Estrogens are natural hormones known to play important roles in the development of sexual and other body functions (Gruber et al. 2002). There is a connection between estrogen and breast cancer, supported by many studies that have reported the levels of estrogen associated with the occurrence and development of breast cancer (Blander 2006; Campagnoli et al. 1999; Guo et al. 2018). It is reported that about 80% of patients with breast cancer are also estrogen receptor (ER)-positive (Blander 2006). Additionally, long-time exposure to estrogen is one of the risk factors for breast cancer. The mechanisms underlying estrogens in breast cancer are in part mediated by the estrogen receptor signaling pathways (Blander 2006).
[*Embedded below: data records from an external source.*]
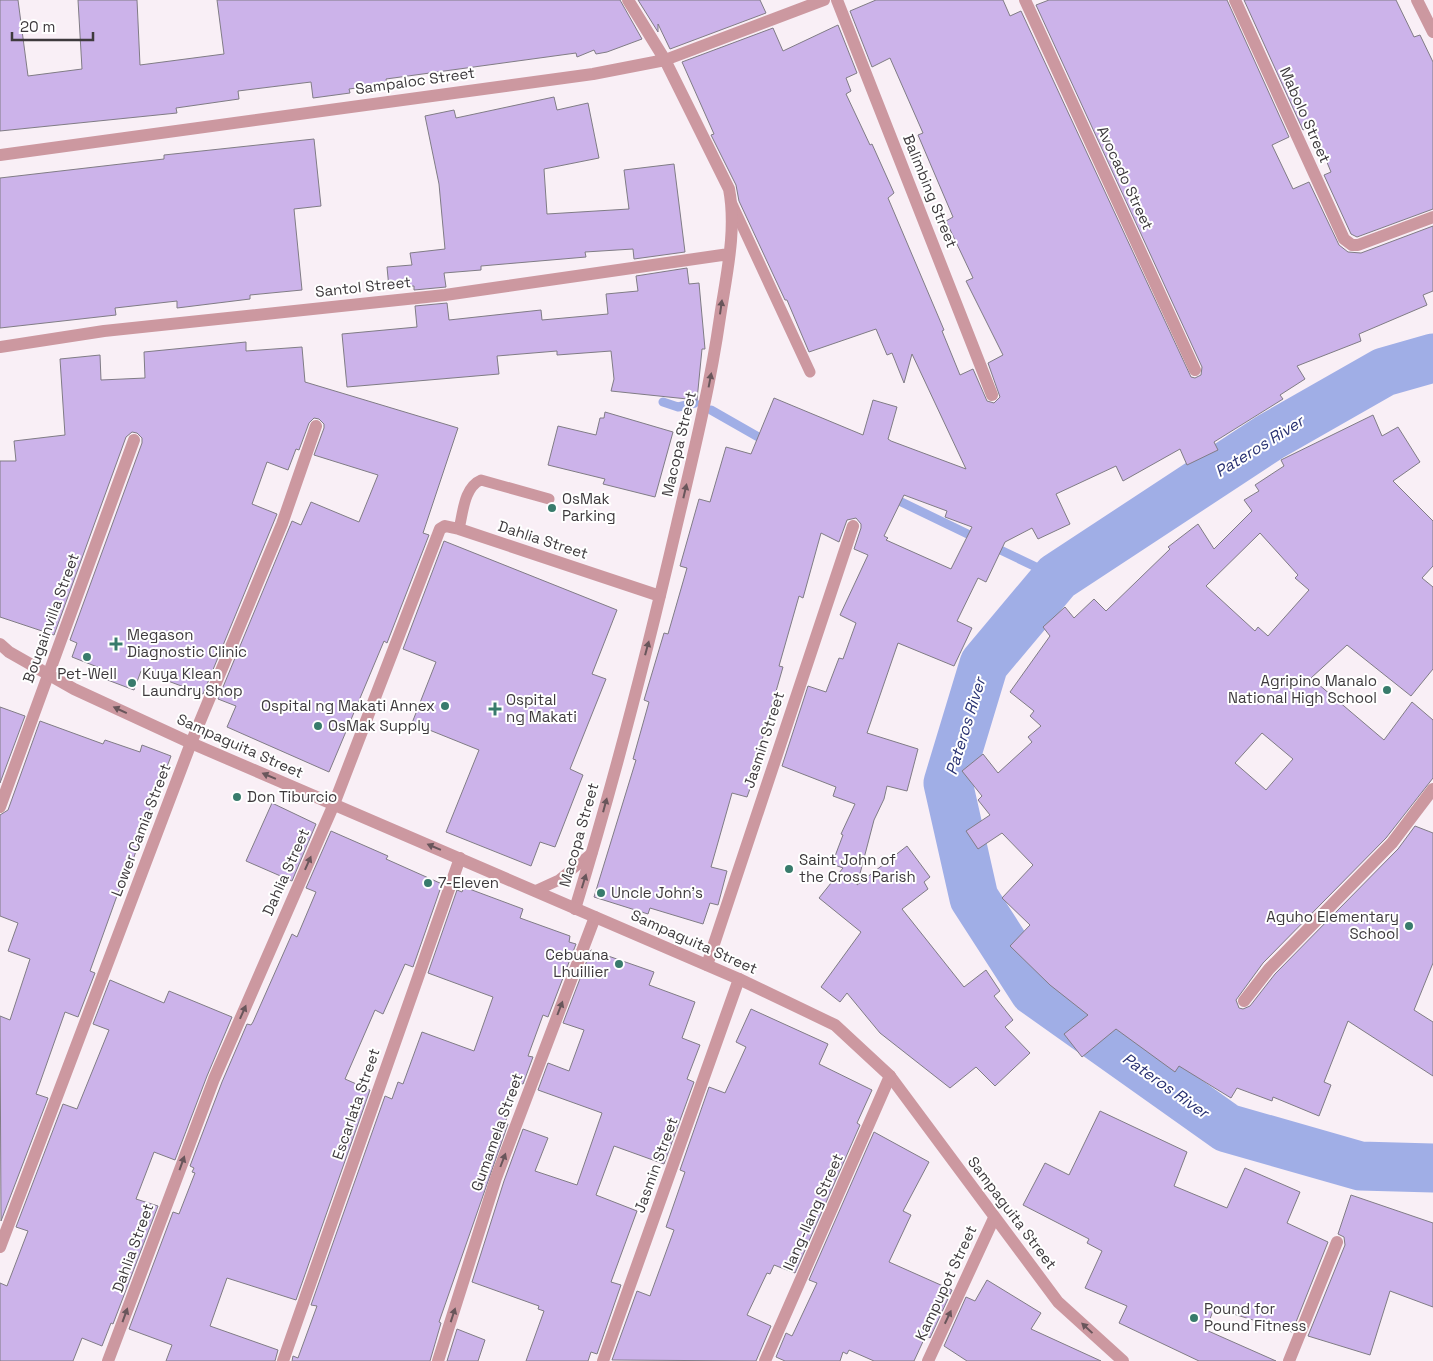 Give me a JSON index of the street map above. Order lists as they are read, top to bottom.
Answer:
{
  "streets": {
    "street": [
      "Sampaloc Street",
      "Mabolo Street",
      "Avocado Street",
      "Balimbing Street",
      "Santol Street",
      "Macopa Street",
      "Dahlia Street",
      "Bougainvilla Street",
      "Jasmin Street",
      "Sampaguita Street",
      "Lower Camia Street",
      "Escarlata Street",
      "Gumamela Street",
      "Ilang-Ilang Street",
      "Kampupot Street"
    ]
  },
  "crossings": [
    ["Sampaloc Street", "Macopa Street"],
    ["Santol Street", "Macopa Street"],
    ["Macopa Street", "Dahlia Street"],
    ["Macopa Street", "Sampaguita Street"],
    ["Dahlia Street", "Sampaguita Street"],
    ["Bougainvilla Street", "Sampaguita Street"],
    ["Jasmin Street", "Sampaguita Street"],
    ["Sampaguita Street", "Lower Camia Street"],
    ["Sampaguita Street", "Escarlata Street"],
    ["Sampaguita Street", "Gumamela Street"],
    ["Sampaguita Street", "Ilang-Ilang Street"],
    ["Sampaguita Street", "Kampupot Street"]
  ],
  "one_way": [
    "Macopa Street",
    "Dahlia Street",
    "Sampaguita Street",
    "Gumamela Street",
    "Kampupot Street"
  ],
  "water": ["Pateros River"],
  "places": {
    "other": [
      "OsMak Parking",
      "Pet-Well",
      "Kuya Klean Laundry Shop",
      "Agripino Manalo National High School",
      "Ospital ng Makati Annex",
      "OsMak Supply",
      "Don Tiburcio",
      "Saint John of the Cross Parish",
      "7-Eleven",
      "Uncle John's",
      "Aguho Elementary School",
      "Cebuana Lhuillier",
      "Pound for Pound Fitness"
    ],
    "health": ["Megason Diagnostic Clinic", "Ospital ng Makati"]
  },
  "scale_bar": "20 m"
}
Estrogen receptor signaling pathways induce the production of oxidative metabolites and the mutations of genes, therefore contributing to the DNA damage and carcinogenicity (Crooke et al. 2006; Jerry et al. 2018). These studies emphasize the importance of estrogen metabolism in the occurrence and development of breast cancer.

Pituitary tumor transforming gene 1 (PTTG1) is known as an oncogene associated with tumorigenesis (Yoon et al. 2012; Liang et al. 2015; Wondergem et al. 2012). Previous studies have demonstrated that PTTG1 promotes cancer cell proliferation, migration, and invasion (Li et al. 2013; Huang et al. 2014). For instance, Li and colleagues have reported that PTTG1 promotes cell proliferation, migration, and invasion in the non-small cell lung cancer cells (Li et al. 2013). Another study has identified several microRNAs and p53 as the targets in PTTG1 mediated tumorigenesis (Liang et al. 2015). In 2012, Yoon and colleagues have demonstrated that PTTG1 is associated with the epithelial-mesenchymal transition (EMT) and is also correlated with the regulation of cancer stem cells in breast cancer (Yoon et al. 2012). In 2015, another study initiated by Xiea finds that PTTG1 promotes the development of breast cancer by the regulation of p27, a gene that regulates the cell cycle (Huang et al. 2014). Although many studies have demonstrated the roles of PTTG1 in breast cancer, the underlying mechanisms are still unclear. To our knowledge, the connections between PTTG1 and estrogen in breast cancer are also unknown. Herein, in the present study, for the first time, we investigated whether the levels of PTTG1 were associated with estrogen.

Materials and methods

Cell line and cell culture

Breast cancer cell lines including MCF7 and T47D were purchased from the American Type Culture Collection (ATCC, Manassas, VA, USA) and cultured in the recommended complete medium supplied with 10% fetal bovine serum (FBS, Gibco, Grand Island, NY), 100 μg/ml streptomycin (Sangon, Shanghai, China), and 100 IU/ml penicillin (Sangon) at 37 °C in the presence of 5% CO2. MCF7 cells were cultured in complete Eagle’s minimum essential medium supplied with 10% FBS, 0.01 mg/ml human recombinant insulin, 100 μg/ml streptomycin, and 100 IU/ml penicillin. T47D cells were cultured with RPMI-1640 medium supplied with 10% FBS and 0.2 units/ml bovine insulin, 100 μg/ml streptomycin, and 100 IU/ml penicillin.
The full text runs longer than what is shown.